Age wrote: ↑Wed Nov 24, 2021 10:49 am
Scott Mayers wrote: ↑Wed Nov 24, 2021 5:48 am
Sculptor wrote: ↑Tue Nov 23, 2021 10:17 pm
If you can't figure that out it is no wonder that you are confused by Xeno's paradox.
How did you type the post you just wrote?
The name is "Zeno" (likely related to "Zero" given people named themselves based upon who they are or become, not some arbitrary label based upon birth). Xeno was a philosopher of Plato's time who also wrote on Socrates.
I support Bahman here and know Zeno's paradoxes well. They support his view. Zeno argued that motion is impossible even knowing that it is in fact.
Are you saying that "zeno" KNEW that motion is FACT, but instead of ACCEPTING this FACT "zeno" chose to ATTEMPT to "argue" that ACTUALLY 'motion' is IMPOSSIBLE?
If yes, then okay. (This would then also completely make sense WHY "bahman" appears SO CONFUSED here.)
But if no, then what EXACTLY were you saying here?
Also, will you explain how "zeno's" words support "bahman's" views"?
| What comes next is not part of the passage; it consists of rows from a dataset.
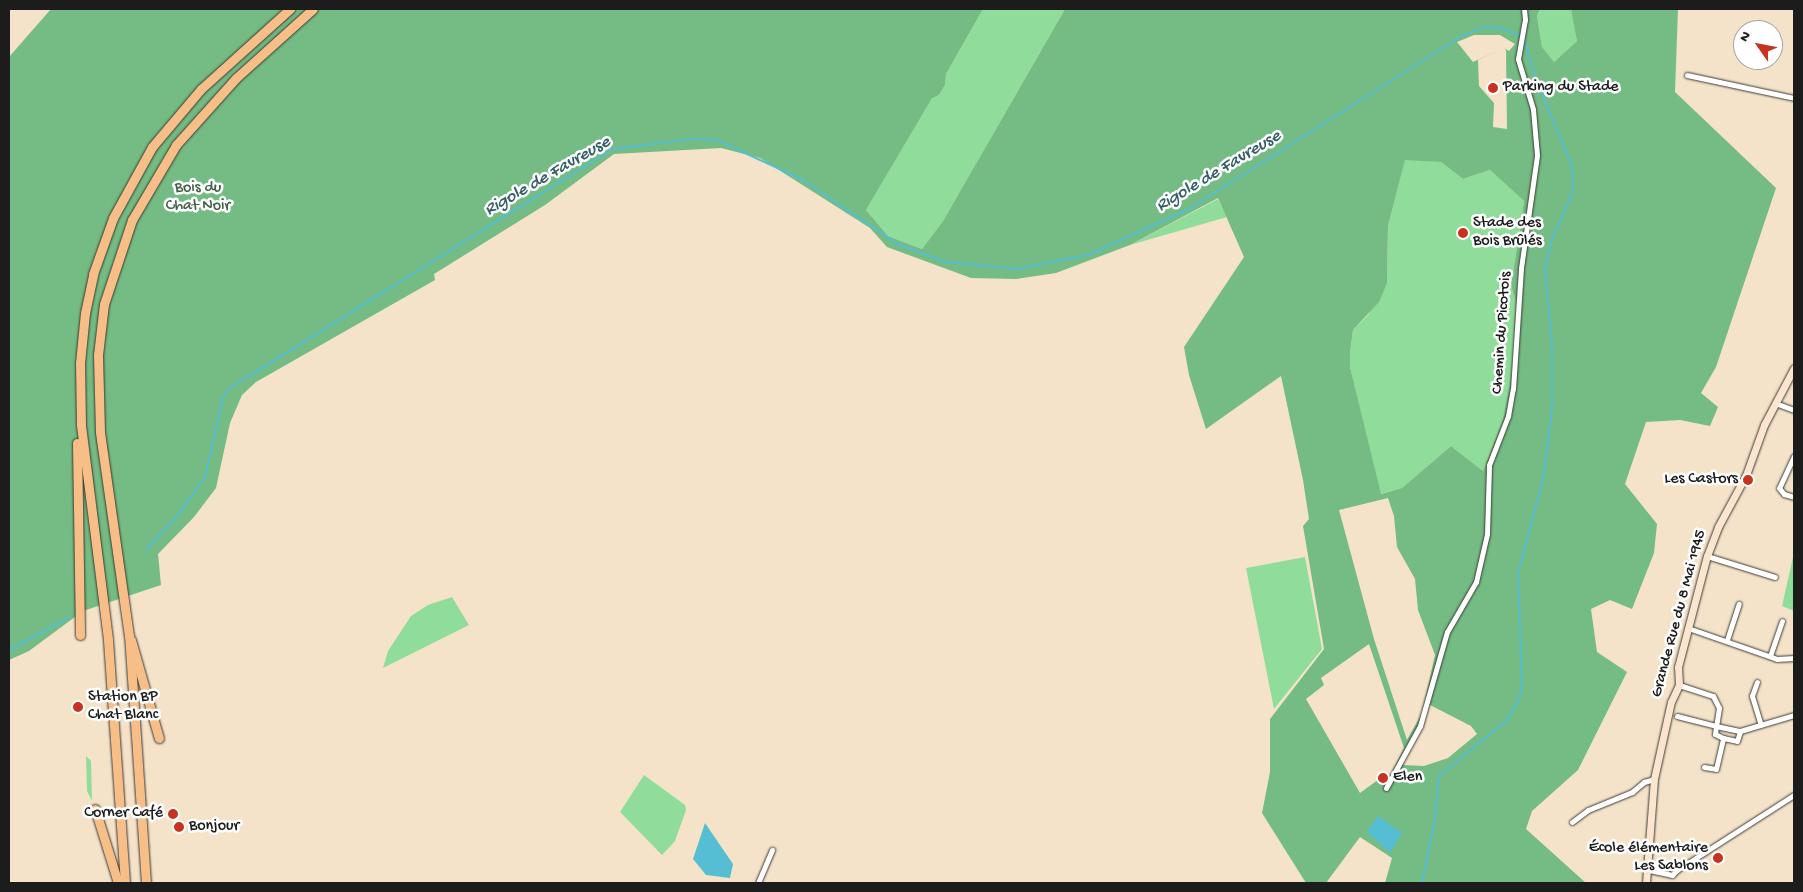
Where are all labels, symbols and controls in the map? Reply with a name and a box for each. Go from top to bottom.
north arrow [1733,20,1783,70]
text: N [1736,29,1755,46]
place label: Parking du Stade [1503,78,1619,98]
marker: Parking du Stade [1487,82,1499,94]
water label: Rigole de Favreuse [1153,126,1285,218]
water label: Rigole de Favreuse [481,132,615,222]
park label: Bois du Chat Noir [166,179,230,217]
place label: Stade des Bois Brûlés [1473,214,1542,252]
marker: Stade des Bois Brûlés [1457,227,1469,239]
street label: Chemin du Picotois [1489,271,1517,395]
place label: Les Castors [1664,470,1738,490]
marker: Les Castors [1742,474,1754,486]
street label: Grande Rue du 8 Mai 1945 [1648,528,1712,700]
place label: Station BP Chat Blanc [88,688,158,726]
marker: Station BP Chat Blanc [72,701,84,713]
place label: Elen [1393,768,1422,788]
marker: Elen [1377,772,1389,784]
place label: Corner Café [84,804,163,824]
marker: Corner Café [167,808,179,820]
place label: Bonjour [189,817,239,837]
marker: Bonjour [173,821,185,833]
place label: École élémentaire Les Sablons [1589,839,1708,877]
marker: École élémentaire Les Sablons [1712,852,1724,864]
Zeno was a philosopher who questioned actual paradoxes regarding continuity versus discrete measures. Bahman was expressing the same thing and in the same way Zeno would have: you do not require expressing that you know something is not literal when presenting the paradox or it trivializes the concern. It is obvious that one could not MEAN the literal
appearance of change is not real but that when you inspect this rationally, there is a real paradox. It is not merely a 'trick' concern because it relates to questioning positions in space (as well as time) with respect to physics. He wrote in ancient times when zero nor infinity were accepted as a legitimate concepts.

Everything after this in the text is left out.